ZURICH, 16 April 2019 - Swiss companies’ pension balance sheets started the year positively, offsetting part of the large losses made at the end of 2018. During Q1 asset returns were the strongest seen in 9.5 years, although discount rates plunged. Overall the illustrative funded ratio index (i.e. ratio of pension assets to pension liabilities) increased by around 1.8 percentage points, as shown by Willis Towers Watson’s Pension Index, which increased from 102.3% as at 31 December 2018 to 104.1% as at 31 March 2019.
The pension fund index of Willis Towers Watson’s Swiss Pension Finance Watch is published quarterly by the consultancy and is based on the International Accounting Standard 19 (IAS19). The index gives an indication of how the general funding position under IAS19 has changed from quarter to quarter, as opposed to giving the typical funding ratio of Swiss pension plans.
Surging asset prices more than offset the increase in liability values
General market sentiment in Q1 2019 was clearly in “rebound mode” following the dismal end to 2018. The result was the strongest asset returns seen in a single quarter for almost 10 years (7.2%, as represented by Pictet’s 2005 BVG-40 plus Index). The corresponding tightening of corporate bond yields, reducing by around 32 basis points in Q1 2019 to reach their lowest level since 2016, caused pension liabilities to increase by 5.4%. The combined effect of the increase in pension liabilities and the positive asset returns over the quarter lead to a partial recovery in the index following the dramatic fall that ended 2018.

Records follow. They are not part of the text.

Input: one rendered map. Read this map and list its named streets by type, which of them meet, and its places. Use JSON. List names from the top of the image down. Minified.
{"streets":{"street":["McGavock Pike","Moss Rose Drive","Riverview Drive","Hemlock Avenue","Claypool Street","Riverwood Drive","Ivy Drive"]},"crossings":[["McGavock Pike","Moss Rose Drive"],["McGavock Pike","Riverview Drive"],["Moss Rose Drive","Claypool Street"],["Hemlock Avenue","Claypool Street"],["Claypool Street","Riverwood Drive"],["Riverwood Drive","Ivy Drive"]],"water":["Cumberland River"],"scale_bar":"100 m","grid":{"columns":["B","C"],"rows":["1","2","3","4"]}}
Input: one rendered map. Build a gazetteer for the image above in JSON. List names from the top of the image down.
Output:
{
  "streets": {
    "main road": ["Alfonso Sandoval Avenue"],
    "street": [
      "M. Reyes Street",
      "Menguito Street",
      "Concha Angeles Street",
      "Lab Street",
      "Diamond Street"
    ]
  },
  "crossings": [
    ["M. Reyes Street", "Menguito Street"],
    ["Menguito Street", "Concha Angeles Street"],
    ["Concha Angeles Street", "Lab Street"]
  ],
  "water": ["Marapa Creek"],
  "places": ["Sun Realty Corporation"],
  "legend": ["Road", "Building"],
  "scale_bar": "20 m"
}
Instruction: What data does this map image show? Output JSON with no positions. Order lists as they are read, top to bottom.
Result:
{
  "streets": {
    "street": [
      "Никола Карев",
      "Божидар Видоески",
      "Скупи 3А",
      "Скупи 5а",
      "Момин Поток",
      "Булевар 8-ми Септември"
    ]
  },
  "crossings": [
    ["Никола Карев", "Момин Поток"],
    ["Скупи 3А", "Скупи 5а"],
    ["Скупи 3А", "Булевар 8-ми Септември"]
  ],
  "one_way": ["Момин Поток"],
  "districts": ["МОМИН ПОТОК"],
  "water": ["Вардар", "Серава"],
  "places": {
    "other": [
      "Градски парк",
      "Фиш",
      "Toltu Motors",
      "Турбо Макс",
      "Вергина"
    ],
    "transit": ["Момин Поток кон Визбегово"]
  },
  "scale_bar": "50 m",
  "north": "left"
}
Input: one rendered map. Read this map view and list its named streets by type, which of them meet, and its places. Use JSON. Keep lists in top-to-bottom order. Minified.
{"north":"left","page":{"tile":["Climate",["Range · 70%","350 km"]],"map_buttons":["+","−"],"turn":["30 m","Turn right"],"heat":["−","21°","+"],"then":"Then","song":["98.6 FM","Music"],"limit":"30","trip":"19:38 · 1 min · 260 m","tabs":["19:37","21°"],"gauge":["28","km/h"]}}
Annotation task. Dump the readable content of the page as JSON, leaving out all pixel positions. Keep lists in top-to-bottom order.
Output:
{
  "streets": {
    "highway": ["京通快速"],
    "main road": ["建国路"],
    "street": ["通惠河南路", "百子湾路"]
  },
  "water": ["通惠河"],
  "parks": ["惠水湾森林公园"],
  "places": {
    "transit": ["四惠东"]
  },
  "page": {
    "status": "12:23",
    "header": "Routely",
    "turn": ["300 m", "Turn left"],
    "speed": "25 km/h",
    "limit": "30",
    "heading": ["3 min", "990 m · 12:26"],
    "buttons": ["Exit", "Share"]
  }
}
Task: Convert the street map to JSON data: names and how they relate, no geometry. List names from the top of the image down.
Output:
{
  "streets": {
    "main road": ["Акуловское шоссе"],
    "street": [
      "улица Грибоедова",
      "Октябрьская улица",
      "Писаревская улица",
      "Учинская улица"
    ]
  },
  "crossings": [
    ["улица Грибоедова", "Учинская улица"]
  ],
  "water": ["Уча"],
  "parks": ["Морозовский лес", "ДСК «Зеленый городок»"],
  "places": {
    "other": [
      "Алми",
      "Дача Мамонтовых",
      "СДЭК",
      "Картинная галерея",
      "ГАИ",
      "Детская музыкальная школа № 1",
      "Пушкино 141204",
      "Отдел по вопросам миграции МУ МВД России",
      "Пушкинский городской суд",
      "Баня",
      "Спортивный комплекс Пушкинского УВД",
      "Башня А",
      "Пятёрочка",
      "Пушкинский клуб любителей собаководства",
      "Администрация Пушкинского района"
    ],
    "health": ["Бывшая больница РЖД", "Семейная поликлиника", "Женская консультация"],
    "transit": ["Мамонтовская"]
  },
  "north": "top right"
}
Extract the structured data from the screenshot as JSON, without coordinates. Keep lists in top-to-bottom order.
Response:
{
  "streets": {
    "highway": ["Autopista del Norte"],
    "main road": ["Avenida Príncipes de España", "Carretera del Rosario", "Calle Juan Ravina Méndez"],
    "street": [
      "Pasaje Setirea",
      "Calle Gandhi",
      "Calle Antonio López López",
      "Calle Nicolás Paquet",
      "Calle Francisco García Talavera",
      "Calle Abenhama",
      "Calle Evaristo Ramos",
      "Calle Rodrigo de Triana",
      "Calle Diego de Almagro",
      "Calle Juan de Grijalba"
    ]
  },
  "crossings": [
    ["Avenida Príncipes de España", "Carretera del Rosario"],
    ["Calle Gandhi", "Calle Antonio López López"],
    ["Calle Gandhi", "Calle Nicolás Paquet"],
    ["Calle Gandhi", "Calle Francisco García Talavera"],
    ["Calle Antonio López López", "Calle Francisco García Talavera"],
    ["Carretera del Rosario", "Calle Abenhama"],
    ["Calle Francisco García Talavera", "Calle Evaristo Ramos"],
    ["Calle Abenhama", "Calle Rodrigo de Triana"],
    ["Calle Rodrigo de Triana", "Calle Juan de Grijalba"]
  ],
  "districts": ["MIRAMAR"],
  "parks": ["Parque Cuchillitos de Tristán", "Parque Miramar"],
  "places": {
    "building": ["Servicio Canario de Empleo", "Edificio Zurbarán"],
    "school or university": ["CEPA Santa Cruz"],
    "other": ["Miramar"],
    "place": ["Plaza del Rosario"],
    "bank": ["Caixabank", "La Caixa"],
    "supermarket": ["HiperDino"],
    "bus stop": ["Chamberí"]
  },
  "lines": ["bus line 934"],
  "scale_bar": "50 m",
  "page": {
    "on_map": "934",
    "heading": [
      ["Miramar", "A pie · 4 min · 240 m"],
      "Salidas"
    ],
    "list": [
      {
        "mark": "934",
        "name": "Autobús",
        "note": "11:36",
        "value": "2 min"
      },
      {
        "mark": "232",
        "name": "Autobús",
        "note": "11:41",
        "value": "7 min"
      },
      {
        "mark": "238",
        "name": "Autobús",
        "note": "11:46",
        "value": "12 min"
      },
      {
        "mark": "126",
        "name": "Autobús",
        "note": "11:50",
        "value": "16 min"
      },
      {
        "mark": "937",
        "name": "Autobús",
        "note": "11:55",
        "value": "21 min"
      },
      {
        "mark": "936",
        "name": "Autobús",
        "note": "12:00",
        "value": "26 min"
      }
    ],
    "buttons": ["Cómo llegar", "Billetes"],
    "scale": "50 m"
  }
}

The Pension Index measures the movement in the ratio of the assets to the defined benefit obligation of a sample pension plan (index level 100% on 31.12.2006).
The change in our pension index over the first quarter in 2019 is not dramatic in itself; what is interesting is the magnitude of the simultaneous increase in asset and bond prices. “The quarter was a rare example of when surging liabilities are completely covered by even stronger performing equities and bonds in typical pension portfolios. This is uncommon because bonds often increase when there is a ‘flight to safety’ while equities tumble in value. One thing’s for sure, it’s been a volatile couple of quarters.” comments Adam Casey, Head of Corporate Retirement Consulting at Willis Towers Watson in Zurich.
Searching for meaning amongst the numbers
The abrupt correction to the index in Q4 2018 ended over two years of improving funding positions. The question now is whether the recovery in Q1 2019 is a return to the positive trend in funding or was the blip in the previous quarter a warning of more troubled times ahead?
What is clear, is that central banks are wrestling to reduce the massive accumulation of debt that their relaxed monetary policies have caused. Up until recently, markets widely anticipated a steady tightening of interest rates, headed by the US Fed. However, the persistence of low inflation, weak growth prospects and the mini-crash in markets in Q4 2018, have cast doubts over a pick-up in interest rates in the near future.
“It would seem that the economic cycle has reached a turning point with the possibility of a recession moving closer as the IMF warns that the global economy has entered a global slowdown and the US treasury yield curve has inverted, which is an historical indication of an impending recession.” summarizes Adam Casey.
Importance of investing long term
The speed and magnitude of the opposing market moves over the last two quarters have caused significant debate and speculation as to what the swings mean. However, as Michael Valentine, Investment Consultant at Willis Towers Watson in Zurich states: “Pension funds are long-term investors and so need not be unduly concerned by short-term market “noise”. Thus, it is important that pension fund boards retain their focus on deriving and maintaining robust, diversified investment strategies. In this context we welcome the rapidly improving awareness of sustainable investment, which we see as a valuable complement to the portfolio construction toolbox, and a strong driver of superior risk-adjusted performance.”
Background information on the study
Swiss Pension Finance Watch reviews quarterly how capital market performance affects pension plan financing in Switzerland. The study is part of the Global Pension Finance Watch from Willis Towers Watson which includes results back to 2000 for major retirement markets worldwide. The results are published quarterly with a focus on linked asset/liability results. It covers pension plans in Brazil, Canada, the Euro-zone, Japan, Switzerland, the U.K. and the U.S.
The impact of capital markets on these pension plans is two-fold:
- Investment performance on fund assets
- Changes in economic assumptions on plan liabilities (as measured by international accounting standards)
Willis Towers Watson's model defines a benchmark pension plan that is intended to be representative of the pension liabilities and plan assets (including asset mix) that are typically found in each global market. The impact of movements in capital markets on assets and liabilities is combined to produce a Pension Index which reflects the movement in the funding level of the benchmark pension plan.